**WHAT THE TASK REQUIRES**
From the listing below, pull out the lines that hold "clip".
--
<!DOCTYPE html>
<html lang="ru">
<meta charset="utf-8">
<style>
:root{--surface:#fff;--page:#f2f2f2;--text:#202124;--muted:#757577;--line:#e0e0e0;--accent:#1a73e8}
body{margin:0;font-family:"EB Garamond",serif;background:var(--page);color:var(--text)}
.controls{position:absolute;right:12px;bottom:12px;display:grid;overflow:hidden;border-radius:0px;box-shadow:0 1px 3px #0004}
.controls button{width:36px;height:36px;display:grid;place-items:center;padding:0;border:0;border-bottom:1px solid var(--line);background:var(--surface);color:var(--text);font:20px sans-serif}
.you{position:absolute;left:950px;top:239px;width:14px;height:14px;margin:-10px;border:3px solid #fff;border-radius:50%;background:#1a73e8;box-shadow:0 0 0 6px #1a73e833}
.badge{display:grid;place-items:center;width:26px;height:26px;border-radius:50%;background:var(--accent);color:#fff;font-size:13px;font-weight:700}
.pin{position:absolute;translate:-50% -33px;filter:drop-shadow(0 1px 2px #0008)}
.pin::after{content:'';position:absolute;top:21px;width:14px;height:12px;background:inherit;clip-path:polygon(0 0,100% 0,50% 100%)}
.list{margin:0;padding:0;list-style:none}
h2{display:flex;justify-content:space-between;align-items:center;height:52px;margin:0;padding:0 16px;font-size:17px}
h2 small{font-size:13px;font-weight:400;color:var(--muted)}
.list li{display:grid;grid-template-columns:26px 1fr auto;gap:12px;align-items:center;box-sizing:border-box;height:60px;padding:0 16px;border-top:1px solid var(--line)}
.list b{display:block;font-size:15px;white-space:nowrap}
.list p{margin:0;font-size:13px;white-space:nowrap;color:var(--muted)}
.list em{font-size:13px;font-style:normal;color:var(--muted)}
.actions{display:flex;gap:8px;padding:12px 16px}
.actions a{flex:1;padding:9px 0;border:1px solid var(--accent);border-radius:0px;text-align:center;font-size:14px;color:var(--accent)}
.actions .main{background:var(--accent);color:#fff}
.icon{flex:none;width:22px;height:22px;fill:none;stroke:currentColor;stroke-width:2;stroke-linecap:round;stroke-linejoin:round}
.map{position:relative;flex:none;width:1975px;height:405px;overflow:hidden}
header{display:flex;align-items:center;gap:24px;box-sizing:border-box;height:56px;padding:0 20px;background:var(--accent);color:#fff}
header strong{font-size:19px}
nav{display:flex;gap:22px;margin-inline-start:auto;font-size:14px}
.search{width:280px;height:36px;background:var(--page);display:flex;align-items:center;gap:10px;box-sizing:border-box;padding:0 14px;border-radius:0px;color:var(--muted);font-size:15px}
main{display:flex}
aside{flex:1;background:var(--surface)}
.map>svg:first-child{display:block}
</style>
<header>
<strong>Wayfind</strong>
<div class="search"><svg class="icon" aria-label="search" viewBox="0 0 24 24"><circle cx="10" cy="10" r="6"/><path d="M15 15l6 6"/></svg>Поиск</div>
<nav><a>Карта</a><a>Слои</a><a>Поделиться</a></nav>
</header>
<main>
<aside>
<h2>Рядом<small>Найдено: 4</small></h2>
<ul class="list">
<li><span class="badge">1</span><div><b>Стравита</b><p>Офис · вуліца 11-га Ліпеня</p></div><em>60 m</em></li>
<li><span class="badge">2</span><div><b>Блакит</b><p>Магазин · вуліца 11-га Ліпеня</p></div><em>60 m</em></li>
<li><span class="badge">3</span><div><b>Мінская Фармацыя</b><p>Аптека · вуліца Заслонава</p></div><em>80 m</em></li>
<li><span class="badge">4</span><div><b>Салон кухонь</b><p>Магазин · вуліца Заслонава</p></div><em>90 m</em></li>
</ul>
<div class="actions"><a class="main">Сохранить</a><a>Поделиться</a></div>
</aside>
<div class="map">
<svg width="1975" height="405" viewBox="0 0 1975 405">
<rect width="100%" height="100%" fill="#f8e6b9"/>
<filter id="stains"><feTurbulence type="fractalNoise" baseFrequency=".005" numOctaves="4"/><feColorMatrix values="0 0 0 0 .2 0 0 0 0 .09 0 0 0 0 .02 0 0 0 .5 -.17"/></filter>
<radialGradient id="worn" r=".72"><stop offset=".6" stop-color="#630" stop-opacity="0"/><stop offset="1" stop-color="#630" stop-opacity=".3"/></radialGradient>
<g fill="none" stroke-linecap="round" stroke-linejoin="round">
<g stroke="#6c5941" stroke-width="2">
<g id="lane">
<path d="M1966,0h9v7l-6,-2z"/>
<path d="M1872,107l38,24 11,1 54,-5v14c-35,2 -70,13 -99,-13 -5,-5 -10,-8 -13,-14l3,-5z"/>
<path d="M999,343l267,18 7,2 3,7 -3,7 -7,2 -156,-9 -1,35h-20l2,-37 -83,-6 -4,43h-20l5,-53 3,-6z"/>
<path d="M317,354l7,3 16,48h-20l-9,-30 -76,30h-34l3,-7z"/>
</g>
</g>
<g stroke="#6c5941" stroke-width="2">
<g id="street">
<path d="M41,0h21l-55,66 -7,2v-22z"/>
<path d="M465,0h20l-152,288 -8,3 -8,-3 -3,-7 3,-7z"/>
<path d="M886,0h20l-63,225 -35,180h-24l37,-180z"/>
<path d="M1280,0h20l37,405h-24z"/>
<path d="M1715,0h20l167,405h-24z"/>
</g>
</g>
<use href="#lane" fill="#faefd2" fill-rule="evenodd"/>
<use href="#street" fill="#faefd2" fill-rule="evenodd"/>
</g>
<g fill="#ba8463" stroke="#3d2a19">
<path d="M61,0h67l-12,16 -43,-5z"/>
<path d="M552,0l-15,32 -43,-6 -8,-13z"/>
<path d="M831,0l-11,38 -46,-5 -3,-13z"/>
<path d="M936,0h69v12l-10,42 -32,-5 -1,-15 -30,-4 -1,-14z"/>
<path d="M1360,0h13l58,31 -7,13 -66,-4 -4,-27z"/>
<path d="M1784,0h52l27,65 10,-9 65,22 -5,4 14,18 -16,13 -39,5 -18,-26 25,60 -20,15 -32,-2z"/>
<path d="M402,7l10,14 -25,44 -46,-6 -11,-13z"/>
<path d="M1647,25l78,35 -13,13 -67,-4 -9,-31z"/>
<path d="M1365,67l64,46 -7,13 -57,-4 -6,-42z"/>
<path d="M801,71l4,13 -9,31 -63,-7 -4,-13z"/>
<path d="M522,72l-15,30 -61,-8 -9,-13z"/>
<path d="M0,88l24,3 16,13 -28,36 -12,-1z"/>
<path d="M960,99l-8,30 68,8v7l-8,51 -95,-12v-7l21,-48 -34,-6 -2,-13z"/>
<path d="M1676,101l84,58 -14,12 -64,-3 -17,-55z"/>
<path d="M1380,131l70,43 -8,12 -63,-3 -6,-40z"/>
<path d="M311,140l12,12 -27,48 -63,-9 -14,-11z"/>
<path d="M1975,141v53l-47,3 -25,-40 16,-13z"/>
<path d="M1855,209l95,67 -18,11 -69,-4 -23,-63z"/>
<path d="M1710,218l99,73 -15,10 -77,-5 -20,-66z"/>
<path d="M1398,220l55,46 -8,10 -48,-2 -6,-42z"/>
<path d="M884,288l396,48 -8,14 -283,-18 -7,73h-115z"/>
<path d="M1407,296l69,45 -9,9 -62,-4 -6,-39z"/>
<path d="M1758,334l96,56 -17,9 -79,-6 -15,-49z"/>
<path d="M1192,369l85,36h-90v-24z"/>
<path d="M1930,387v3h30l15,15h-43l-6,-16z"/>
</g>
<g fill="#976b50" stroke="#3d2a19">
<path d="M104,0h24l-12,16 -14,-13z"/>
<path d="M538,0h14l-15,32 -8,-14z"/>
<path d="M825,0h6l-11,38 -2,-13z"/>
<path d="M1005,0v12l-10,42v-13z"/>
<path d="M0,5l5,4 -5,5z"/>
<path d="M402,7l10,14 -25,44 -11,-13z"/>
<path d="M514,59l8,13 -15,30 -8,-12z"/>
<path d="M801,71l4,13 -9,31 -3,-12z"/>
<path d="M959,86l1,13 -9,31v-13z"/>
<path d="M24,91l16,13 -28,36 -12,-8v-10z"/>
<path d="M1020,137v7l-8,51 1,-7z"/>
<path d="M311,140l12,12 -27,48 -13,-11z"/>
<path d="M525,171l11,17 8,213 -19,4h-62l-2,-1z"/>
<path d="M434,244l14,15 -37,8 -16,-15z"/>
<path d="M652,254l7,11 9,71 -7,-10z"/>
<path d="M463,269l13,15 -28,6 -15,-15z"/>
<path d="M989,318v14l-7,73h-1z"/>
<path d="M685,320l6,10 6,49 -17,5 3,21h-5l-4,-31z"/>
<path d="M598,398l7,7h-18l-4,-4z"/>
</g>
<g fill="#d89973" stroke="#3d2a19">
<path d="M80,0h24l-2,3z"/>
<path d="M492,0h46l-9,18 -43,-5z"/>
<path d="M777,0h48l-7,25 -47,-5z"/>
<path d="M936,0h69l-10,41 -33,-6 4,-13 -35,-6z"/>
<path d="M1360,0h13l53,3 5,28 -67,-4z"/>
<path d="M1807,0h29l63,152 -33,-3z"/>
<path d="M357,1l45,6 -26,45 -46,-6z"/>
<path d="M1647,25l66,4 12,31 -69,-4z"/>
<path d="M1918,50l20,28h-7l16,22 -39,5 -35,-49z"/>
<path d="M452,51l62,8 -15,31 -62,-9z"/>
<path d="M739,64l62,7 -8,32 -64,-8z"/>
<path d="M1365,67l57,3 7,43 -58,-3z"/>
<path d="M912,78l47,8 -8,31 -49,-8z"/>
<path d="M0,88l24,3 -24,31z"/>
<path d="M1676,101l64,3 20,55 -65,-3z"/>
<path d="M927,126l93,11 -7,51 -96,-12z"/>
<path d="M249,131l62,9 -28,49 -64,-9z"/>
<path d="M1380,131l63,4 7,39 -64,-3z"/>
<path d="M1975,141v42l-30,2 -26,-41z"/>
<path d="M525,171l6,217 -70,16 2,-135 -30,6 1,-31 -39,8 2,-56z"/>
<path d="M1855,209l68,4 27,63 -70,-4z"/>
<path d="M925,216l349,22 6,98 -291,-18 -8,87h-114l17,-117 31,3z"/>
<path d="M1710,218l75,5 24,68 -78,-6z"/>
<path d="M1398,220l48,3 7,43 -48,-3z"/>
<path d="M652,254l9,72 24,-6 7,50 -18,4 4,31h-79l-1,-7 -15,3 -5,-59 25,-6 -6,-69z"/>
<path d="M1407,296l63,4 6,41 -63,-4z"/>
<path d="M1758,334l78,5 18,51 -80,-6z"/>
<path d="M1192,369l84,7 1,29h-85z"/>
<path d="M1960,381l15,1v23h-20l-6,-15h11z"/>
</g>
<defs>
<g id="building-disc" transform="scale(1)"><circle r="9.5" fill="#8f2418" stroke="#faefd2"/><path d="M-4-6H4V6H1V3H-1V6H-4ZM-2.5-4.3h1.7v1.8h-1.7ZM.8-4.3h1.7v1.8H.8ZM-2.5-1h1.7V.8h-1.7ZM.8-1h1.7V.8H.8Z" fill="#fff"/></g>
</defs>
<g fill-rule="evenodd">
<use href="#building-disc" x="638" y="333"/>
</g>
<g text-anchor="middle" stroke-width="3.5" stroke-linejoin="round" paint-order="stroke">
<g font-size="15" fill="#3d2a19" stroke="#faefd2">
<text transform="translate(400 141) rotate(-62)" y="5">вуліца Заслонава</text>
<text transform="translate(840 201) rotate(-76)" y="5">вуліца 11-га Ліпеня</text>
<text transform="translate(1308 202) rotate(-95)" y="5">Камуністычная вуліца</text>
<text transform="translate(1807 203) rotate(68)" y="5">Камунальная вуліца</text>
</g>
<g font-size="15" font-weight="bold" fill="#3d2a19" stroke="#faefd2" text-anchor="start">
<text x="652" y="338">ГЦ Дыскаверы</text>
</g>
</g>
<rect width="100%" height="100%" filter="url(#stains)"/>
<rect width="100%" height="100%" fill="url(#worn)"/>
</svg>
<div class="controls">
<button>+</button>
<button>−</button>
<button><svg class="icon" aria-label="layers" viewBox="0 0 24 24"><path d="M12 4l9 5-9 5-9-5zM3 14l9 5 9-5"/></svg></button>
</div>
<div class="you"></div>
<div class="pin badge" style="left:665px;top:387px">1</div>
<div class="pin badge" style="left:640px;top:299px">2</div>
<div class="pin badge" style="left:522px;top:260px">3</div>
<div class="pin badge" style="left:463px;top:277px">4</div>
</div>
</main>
--
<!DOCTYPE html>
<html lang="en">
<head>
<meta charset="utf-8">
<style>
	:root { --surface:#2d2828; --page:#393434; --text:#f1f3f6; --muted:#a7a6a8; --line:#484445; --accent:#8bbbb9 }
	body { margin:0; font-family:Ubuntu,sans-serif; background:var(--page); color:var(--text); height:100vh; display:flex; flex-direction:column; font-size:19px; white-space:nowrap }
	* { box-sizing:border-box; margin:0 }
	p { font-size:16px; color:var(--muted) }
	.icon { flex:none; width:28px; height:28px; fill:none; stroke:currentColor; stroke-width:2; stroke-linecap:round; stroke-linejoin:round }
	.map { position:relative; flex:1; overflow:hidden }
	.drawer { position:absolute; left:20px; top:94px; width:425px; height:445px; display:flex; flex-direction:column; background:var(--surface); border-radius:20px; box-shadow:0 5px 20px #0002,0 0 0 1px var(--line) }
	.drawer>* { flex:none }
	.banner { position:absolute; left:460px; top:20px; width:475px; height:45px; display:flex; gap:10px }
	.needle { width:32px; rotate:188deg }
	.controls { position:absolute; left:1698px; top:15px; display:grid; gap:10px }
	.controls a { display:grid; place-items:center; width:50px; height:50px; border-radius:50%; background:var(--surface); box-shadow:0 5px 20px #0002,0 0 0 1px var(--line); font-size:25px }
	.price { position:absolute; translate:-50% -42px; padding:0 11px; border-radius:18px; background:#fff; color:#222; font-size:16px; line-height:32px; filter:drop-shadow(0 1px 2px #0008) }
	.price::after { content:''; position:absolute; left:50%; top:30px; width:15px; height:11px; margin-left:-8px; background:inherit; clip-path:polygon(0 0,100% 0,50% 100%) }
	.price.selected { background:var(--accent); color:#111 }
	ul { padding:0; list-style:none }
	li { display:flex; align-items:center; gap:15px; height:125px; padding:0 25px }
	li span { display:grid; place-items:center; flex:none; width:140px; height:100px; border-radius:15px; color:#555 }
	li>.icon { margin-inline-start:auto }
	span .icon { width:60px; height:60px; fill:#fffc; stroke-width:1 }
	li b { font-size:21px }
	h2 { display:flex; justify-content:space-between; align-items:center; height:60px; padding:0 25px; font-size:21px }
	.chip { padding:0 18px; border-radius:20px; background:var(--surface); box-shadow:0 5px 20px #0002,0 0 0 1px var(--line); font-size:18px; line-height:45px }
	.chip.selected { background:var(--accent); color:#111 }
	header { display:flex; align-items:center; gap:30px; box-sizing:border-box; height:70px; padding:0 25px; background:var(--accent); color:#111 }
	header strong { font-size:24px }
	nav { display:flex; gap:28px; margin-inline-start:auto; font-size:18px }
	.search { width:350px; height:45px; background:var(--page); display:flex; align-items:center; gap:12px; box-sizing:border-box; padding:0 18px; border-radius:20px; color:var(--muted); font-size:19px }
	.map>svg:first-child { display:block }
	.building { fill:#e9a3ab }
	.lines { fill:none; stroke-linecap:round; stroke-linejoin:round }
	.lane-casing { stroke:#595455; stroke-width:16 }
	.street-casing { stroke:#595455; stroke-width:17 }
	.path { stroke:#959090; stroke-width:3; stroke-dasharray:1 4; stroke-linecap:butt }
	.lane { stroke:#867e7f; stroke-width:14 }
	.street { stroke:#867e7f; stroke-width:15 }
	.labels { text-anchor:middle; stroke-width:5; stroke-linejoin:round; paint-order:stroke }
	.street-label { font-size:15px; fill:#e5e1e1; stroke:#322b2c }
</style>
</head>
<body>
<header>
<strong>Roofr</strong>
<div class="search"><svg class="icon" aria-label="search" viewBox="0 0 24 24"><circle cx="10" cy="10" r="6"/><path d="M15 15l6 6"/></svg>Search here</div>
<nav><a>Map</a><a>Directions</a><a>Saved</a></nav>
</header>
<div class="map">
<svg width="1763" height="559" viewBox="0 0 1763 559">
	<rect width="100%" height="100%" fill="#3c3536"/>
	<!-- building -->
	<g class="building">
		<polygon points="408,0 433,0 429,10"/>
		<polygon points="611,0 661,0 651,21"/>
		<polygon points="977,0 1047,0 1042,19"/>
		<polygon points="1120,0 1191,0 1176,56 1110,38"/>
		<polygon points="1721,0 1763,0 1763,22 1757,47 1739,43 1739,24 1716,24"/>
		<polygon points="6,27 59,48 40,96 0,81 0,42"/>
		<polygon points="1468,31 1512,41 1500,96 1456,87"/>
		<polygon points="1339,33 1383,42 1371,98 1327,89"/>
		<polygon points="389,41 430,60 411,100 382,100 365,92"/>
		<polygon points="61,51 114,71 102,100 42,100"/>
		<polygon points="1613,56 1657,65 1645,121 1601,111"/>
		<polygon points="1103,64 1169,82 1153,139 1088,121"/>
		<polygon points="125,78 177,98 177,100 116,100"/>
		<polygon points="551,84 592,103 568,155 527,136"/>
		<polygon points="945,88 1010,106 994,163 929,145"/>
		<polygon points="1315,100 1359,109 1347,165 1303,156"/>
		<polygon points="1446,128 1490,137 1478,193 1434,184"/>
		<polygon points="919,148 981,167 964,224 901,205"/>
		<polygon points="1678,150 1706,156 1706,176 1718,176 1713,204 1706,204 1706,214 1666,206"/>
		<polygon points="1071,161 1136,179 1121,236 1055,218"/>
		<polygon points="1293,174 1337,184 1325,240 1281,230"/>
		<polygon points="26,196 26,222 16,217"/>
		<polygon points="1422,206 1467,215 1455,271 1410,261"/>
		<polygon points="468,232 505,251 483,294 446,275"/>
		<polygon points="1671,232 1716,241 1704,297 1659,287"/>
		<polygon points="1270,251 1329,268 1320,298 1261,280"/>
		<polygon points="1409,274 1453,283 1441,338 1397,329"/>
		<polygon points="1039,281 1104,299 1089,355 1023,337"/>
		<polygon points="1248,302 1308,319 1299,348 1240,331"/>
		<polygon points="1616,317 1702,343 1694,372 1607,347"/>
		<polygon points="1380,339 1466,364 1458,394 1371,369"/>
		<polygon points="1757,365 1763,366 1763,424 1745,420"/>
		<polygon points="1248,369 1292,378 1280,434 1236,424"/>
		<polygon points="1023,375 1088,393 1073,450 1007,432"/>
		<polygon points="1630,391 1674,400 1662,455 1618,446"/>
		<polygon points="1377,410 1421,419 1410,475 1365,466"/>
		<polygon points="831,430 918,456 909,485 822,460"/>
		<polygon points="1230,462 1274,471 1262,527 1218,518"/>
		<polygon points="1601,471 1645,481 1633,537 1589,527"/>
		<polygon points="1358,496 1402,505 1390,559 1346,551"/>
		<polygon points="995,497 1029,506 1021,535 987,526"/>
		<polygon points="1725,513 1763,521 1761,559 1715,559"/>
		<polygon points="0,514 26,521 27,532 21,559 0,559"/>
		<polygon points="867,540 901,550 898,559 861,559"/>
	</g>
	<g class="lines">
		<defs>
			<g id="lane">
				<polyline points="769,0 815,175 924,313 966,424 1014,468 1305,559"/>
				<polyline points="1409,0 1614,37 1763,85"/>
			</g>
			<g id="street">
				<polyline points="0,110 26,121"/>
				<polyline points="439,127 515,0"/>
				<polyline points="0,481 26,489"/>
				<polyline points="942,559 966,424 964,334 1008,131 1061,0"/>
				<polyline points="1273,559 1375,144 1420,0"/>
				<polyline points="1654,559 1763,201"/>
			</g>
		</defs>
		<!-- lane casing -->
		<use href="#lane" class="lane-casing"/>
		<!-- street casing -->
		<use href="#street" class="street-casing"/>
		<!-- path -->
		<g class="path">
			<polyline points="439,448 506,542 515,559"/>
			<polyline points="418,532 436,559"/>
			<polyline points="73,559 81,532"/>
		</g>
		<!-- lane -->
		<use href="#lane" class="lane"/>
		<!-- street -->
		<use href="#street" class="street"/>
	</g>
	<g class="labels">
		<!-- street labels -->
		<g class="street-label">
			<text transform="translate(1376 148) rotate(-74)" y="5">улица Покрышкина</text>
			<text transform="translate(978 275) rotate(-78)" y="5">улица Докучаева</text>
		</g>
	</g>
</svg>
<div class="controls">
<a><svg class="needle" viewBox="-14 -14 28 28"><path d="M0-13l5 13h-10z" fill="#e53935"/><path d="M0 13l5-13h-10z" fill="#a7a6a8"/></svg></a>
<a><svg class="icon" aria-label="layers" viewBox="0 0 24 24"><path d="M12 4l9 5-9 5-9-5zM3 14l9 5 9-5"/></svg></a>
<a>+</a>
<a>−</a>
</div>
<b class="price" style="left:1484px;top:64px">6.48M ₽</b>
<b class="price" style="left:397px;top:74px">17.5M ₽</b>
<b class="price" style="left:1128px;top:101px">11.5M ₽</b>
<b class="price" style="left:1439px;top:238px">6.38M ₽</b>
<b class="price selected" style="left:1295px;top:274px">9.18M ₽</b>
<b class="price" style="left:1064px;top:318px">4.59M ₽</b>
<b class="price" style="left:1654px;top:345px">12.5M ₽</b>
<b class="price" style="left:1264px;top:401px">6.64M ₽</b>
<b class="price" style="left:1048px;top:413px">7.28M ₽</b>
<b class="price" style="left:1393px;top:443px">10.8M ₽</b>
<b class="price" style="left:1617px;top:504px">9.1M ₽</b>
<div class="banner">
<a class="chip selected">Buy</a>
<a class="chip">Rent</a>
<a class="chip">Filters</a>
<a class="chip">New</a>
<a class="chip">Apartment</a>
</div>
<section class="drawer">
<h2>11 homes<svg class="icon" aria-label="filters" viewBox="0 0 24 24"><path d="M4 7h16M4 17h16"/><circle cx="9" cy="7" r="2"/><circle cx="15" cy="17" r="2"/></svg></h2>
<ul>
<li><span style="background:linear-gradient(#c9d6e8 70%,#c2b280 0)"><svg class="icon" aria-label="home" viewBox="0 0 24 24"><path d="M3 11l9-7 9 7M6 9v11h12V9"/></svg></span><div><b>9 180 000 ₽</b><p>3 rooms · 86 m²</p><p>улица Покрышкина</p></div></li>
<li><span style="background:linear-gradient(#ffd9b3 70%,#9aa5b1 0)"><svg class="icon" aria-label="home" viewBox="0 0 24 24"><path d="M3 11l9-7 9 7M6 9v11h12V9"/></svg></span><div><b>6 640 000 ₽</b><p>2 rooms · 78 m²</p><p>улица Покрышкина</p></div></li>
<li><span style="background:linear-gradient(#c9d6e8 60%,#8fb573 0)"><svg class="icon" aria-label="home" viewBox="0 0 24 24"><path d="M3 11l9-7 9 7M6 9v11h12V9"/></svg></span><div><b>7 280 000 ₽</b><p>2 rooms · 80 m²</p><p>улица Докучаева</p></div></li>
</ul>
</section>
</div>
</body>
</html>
--
**SOLUTION FOR THIS PROBLEM**
.pin::after{content:'';position:absolute;top:21px;width:14px;height:12px;background:inherit;clip-path:polygon(0 0,100% 0,50% 100%)}
	.price::after { content:''; position:absolute; left:50%; top:30px; width:15px; height:11px; margin-left:-8px; background:inherit; clip-path:polygon(0 0,100% 0,50% 100%) }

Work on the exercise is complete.